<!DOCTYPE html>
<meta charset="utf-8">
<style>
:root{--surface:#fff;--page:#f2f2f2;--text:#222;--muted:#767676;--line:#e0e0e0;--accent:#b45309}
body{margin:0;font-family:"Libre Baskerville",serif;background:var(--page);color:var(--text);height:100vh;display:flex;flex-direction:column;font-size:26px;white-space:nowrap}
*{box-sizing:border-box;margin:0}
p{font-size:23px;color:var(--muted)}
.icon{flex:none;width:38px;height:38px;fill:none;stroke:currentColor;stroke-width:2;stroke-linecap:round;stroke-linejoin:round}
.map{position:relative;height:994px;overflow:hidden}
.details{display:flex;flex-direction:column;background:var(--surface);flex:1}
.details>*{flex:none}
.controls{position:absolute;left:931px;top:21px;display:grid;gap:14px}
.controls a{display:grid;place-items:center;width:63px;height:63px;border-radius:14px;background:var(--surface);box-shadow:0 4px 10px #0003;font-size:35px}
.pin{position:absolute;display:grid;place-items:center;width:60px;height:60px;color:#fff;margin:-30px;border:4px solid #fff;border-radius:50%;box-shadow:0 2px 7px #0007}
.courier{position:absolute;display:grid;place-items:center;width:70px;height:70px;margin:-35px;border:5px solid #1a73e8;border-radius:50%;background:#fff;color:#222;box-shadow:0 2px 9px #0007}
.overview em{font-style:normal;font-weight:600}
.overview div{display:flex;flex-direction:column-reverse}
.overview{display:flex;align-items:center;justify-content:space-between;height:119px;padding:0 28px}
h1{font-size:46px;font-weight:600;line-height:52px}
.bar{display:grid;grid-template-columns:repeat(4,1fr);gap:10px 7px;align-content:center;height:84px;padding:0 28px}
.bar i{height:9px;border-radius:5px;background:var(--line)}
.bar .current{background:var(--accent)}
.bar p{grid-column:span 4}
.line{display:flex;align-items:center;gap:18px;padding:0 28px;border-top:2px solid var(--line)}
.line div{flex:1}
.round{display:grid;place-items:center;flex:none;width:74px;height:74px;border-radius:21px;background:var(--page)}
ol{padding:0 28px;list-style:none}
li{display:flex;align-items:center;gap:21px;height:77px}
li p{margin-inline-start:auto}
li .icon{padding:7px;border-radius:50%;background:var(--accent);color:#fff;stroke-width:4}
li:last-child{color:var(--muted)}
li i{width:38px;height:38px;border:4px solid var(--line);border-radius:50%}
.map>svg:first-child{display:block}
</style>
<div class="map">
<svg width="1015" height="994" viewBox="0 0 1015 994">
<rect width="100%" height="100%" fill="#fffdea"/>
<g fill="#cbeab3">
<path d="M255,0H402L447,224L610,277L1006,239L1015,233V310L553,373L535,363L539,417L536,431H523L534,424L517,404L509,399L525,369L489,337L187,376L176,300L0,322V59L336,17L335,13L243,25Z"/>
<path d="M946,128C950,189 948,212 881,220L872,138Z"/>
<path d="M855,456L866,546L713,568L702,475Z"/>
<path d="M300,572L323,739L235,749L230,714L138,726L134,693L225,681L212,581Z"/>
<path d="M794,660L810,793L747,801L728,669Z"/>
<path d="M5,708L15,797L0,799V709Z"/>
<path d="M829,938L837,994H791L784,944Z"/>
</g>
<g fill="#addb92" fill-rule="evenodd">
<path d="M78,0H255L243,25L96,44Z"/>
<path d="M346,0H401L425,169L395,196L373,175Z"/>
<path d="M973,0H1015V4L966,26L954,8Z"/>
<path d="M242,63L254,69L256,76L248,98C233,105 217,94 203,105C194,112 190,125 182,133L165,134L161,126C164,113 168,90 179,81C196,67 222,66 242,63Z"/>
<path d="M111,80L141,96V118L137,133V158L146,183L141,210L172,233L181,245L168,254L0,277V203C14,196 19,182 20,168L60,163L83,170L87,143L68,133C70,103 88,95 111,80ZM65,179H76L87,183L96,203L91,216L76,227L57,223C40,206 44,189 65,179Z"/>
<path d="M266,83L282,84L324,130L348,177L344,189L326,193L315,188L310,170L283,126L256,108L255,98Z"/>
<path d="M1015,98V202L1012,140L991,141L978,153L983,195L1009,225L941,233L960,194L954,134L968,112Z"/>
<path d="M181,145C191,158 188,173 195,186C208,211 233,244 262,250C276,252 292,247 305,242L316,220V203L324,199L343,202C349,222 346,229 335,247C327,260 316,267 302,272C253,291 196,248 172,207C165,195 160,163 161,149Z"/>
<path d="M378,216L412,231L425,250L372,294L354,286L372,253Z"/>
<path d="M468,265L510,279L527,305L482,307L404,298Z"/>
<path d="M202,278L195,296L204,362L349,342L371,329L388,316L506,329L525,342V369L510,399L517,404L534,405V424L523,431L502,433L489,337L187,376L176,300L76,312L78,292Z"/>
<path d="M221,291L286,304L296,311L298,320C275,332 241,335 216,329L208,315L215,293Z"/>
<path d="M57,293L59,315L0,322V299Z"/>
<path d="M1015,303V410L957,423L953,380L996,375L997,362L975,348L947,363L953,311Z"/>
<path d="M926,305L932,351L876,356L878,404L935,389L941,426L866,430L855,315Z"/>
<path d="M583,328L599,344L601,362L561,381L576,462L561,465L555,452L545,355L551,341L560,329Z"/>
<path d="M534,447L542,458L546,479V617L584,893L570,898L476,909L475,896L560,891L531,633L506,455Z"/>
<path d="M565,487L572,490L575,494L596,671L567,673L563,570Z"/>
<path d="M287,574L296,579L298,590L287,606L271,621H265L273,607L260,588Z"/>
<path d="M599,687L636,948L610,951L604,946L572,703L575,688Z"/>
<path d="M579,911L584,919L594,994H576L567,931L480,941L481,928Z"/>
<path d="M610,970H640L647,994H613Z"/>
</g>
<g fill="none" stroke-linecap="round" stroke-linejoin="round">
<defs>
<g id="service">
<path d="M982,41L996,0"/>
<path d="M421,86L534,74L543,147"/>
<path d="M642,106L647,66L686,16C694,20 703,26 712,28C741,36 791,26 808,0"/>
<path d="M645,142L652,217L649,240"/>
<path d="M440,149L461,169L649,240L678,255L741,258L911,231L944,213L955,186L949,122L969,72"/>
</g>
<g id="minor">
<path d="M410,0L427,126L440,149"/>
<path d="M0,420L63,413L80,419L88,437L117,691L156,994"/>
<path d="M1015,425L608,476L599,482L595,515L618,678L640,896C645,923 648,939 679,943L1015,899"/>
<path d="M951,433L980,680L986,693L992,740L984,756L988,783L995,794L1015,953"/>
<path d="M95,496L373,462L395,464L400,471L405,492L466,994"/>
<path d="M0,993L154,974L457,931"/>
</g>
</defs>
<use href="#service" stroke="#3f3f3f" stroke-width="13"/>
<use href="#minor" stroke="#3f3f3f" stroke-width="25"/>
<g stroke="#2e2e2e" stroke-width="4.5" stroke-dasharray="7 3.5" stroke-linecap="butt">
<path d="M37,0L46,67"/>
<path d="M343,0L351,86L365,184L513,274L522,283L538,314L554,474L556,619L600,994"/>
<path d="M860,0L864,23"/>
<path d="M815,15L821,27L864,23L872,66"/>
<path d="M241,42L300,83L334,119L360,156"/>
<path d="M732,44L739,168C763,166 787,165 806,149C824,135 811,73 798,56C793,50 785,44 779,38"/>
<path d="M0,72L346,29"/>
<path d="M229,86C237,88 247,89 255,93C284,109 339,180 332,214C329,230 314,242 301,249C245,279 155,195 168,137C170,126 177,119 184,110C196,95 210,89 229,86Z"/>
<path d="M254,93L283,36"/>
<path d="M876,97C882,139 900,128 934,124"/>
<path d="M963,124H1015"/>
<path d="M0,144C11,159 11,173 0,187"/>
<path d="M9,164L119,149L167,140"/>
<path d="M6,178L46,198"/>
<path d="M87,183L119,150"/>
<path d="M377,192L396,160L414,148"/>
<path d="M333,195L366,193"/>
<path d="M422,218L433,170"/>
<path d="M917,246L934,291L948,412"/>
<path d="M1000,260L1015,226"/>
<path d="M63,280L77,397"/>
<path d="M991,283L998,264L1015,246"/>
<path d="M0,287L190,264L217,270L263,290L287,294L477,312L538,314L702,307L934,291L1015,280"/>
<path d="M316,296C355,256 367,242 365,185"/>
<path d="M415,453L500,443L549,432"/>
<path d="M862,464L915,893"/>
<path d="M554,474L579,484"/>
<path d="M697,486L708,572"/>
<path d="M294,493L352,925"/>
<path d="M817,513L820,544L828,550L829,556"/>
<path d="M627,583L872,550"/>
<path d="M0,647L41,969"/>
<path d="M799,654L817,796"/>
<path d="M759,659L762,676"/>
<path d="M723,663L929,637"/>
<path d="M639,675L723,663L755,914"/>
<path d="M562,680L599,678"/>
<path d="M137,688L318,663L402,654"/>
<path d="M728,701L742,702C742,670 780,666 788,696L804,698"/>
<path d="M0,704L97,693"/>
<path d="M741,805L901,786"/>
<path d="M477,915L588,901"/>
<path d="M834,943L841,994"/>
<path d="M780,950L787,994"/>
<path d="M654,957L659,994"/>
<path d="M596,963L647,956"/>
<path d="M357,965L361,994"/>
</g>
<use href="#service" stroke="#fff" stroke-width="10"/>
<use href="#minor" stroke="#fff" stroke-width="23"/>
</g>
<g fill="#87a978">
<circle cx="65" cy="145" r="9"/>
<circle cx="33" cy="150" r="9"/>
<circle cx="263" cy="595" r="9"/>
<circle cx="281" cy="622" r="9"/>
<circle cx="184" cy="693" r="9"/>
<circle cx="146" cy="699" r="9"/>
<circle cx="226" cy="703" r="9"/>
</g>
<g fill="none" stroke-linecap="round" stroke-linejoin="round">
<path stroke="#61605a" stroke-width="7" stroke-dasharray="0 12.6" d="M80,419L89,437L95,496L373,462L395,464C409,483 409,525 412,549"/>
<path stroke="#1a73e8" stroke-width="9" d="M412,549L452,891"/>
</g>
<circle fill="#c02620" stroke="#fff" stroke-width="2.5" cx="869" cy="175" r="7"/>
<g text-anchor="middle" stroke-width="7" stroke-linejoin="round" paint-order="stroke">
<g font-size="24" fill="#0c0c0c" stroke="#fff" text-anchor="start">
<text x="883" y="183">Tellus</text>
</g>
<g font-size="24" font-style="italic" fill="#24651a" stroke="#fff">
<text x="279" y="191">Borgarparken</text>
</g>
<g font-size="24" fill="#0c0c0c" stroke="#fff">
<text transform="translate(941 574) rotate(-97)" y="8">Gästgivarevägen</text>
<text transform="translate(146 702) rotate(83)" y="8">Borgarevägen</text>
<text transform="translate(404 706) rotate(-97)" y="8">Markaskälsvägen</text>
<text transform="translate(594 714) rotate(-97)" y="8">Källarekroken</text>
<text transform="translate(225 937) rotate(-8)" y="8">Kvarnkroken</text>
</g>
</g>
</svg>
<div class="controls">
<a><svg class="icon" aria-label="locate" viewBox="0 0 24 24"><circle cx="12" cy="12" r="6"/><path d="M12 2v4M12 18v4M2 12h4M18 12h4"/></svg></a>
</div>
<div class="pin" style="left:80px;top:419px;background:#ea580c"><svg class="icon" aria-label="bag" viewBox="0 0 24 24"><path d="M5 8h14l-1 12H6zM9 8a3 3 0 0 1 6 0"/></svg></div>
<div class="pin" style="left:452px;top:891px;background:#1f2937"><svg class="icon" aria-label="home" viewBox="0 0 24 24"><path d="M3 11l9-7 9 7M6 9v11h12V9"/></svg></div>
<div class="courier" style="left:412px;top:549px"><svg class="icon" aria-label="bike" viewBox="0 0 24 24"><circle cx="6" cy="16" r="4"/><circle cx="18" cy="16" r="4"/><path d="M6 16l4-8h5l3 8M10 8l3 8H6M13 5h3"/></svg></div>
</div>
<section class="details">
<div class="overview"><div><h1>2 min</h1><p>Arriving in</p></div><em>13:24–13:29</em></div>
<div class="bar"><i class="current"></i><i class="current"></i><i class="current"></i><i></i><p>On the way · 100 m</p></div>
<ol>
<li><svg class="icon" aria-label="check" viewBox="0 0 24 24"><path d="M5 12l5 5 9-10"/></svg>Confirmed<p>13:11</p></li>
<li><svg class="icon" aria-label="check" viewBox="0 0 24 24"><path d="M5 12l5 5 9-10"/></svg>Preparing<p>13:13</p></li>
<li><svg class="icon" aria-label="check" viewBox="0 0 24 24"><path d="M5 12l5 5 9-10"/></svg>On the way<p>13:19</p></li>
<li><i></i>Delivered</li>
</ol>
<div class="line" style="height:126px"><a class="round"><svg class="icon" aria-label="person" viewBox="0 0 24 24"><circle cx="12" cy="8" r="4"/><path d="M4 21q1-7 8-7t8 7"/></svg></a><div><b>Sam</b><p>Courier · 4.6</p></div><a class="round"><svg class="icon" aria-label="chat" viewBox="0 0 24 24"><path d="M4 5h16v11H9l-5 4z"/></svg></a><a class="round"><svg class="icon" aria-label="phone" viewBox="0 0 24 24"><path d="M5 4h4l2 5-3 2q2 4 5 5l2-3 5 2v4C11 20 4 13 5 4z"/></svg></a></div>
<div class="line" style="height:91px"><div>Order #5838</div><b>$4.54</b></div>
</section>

::::

**What to work on:** Filter the lines above, keeping each one that contains the string "direction".

**Final answer:**
body{margin:0;font-family:"Libre Baskerville",serif;background:var(--page);color:var(--text);height:100vh;display:flex;flex-direction:column;font-size:26px;white-space:nowrap}
.details{display:flex;flex-direction:column;background:var(--surface);flex:1}
.overview div{display:flex;flex-direction:column-reverse}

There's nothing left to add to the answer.